Salvo el caso de Roberto Lavagna ‒a quien Kirchner toleró durante sus primeros dos años y
medio de mandato‒, desde el 25 de mayo de 2003 no hubo en la Argentina un jefe
del Gabinete ni un ministro con autoridad para llevar adelante alguna política.
No se trata, desde luego, de que los ministros tengan
independencia decisoria de los presidentes a quienes asisten, pero sí de que
dispongan de autoridad delegada para diseñar e implementar políticas ‒acordes
con los objetivos estratégicos encomendados por el mandatario, naturalmente‒, e
interactuar con la sociedad.
Mientras la Presidenta no dé señales de que cambiará su
modelo de gestión ‒y hasta ahora no ha dado ninguna, siquiera remota, por más
que, como bien señalara Carlos Pagni en su nota de ayer en La Nación, “la
verdadera incógnita” del momento es si Cristina “conserva la vocación” de
ejercer el poder tras su reciente episodio de salud‒, ¿qué deberíamos esperar
que haga Capitanich que no pudieron hacer Abal Medina, Aníbal Fernández, Massa
o Alberto Fernández? ¿Qué puede garantizarnos Kiciloff por encima de lo que
ofrecieron Lorenzino, Boudou, Carlos Fernández o Loustau? ¿Cuán verdaderamente
distinta podrá ser la gestión de Casamiquella en relación con las de Yauhar o
Domínguez? ¿Por qué creer que Fábrega le dará al Banco Central un perfil
diferente del que le dio Marcó del Pont?
Si Capitanich aceptó resignar el liderazgo indiscutido de su
provincia para volver a ejercer el cargo que ya había desempeñado en los
primeros meses del turbulento gobierno de Duhalde es porque seguramente apuesta
a ser el candidato oficial a suceder a Cristina. Si ésta no modifica su modelo
de gestión ‒basado en el modelo mental según el cual sólo existen dos
categorías de personas, los esclavos y los enemigos, según sostenía en los
tiempos de Kirchner uno de los pocos habitués de la mesa chica del santacruceño‒, ¿por qué esperar de Capitanich otra
cosa que no sea un soldado disciplinado, preocupado únicamente por satisfacer a
quien tiene la decisión intransferible de ungirlo como su delfín?

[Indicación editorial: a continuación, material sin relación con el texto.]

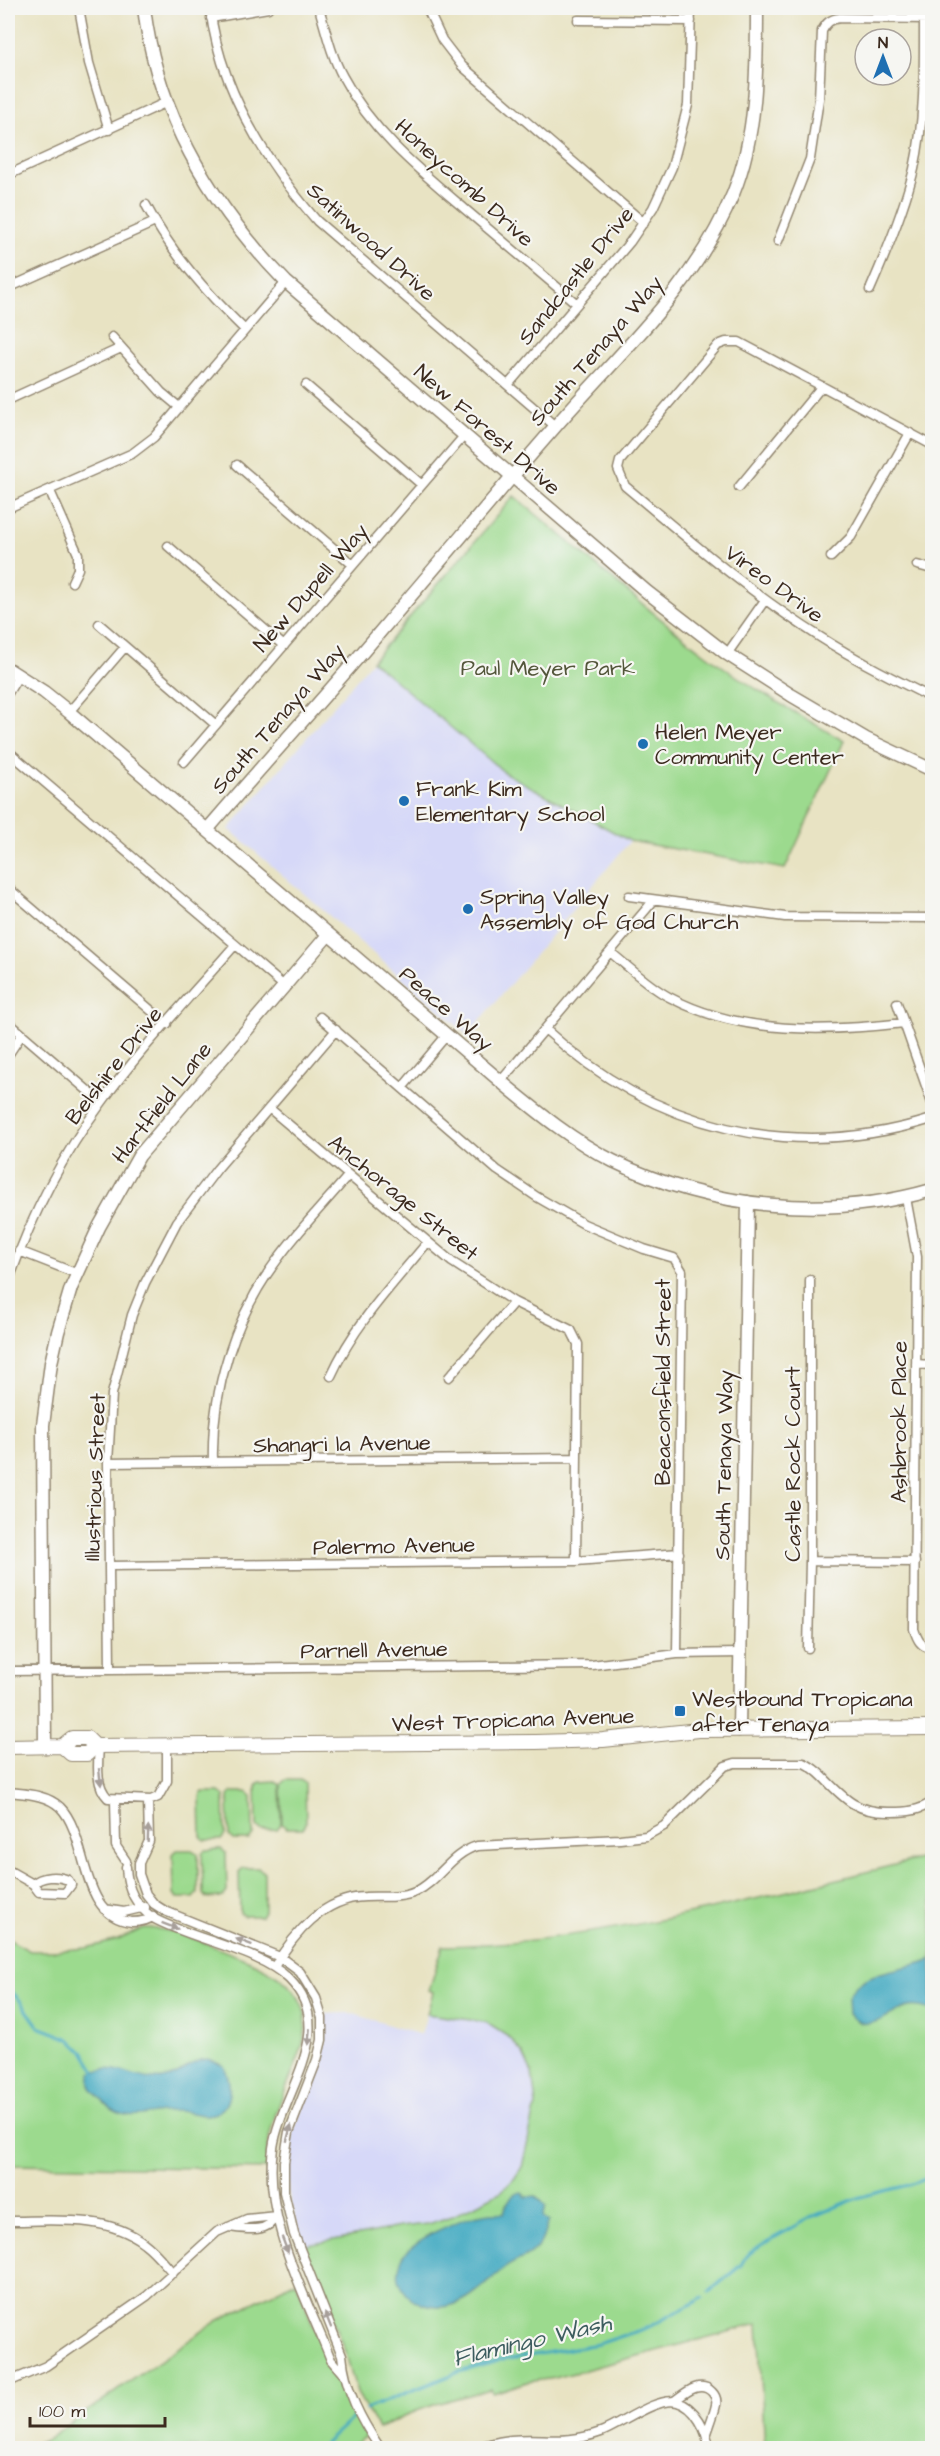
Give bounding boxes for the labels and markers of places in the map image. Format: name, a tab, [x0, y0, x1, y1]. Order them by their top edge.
place label: Helen Meyer Community Center	[655, 717, 844, 774]
marker: Helen Meyer Community Center	[636, 737, 650, 751]
place label: Frank Kim Elementary School	[416, 774, 605, 831]
marker: Frank Kim Elementary School	[397, 794, 411, 808]
place label: Spring Valley Assembly of God Church	[480, 882, 739, 939]
marker: Spring Valley Assembly of God Church	[461, 902, 475, 916]
place label: Westbound Tropicana after Tenaya	[692, 1684, 913, 1741]
marker: Westbound Tropicana after Tenaya	[673, 1704, 687, 1718]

Es probable que la promoción de Kiciloff represente una
suerte de aval a sus ideas y a sus recetas. Sin embargo, no parece suficiente
para disipar, aunque sea en forma parcial, la atomización de corrientes de
opinión y micropoderes que, mucho más que a cualquier otra área, caracteriza al
equipo económico del gobierno. Hasta ahora, el recambio de funcionarios no
alcanzó para allanarle demasiados obstáculos, más allá de Lorenzino. Hasta el
de Marcó del Pont resulta neutro para el nuevo ministro, que no tiene buena
sintonía con Fábrega. Tal vez pueda ser otra cosa si mañana nos enteráramos de
que también se irán Moreno y, sobre todo, Echegaray. Pero aun así, ¿qué nos
habilita a suponer que la política económica del gobierno dejará de ser la
sucesión de parches espasmódicos y tardíos, y a menudo inútilmente
restrictivos, que ha sido hasta ahora? En todo caso, el verdadero interés
estará centrado en tratar de saber cuáles pueden ser las próximas medidas para
anticipar cómo pueden llegar a impactar sobre la actividad de cada uno. O sea: igual
que hasta ahora.
Para no abundar, lo mismo vale para los nuevos ministro de
Agricultura y presidente del Banco Central.
Como siempre, la dueña de la pelota es una sola. Hasta ahora, no quiso prestarla
nunca, ni por un ratito. Si no cambia de opinión ‒y, por lo visto, no parece
fácil que lo haga‒, todo seguirá igual.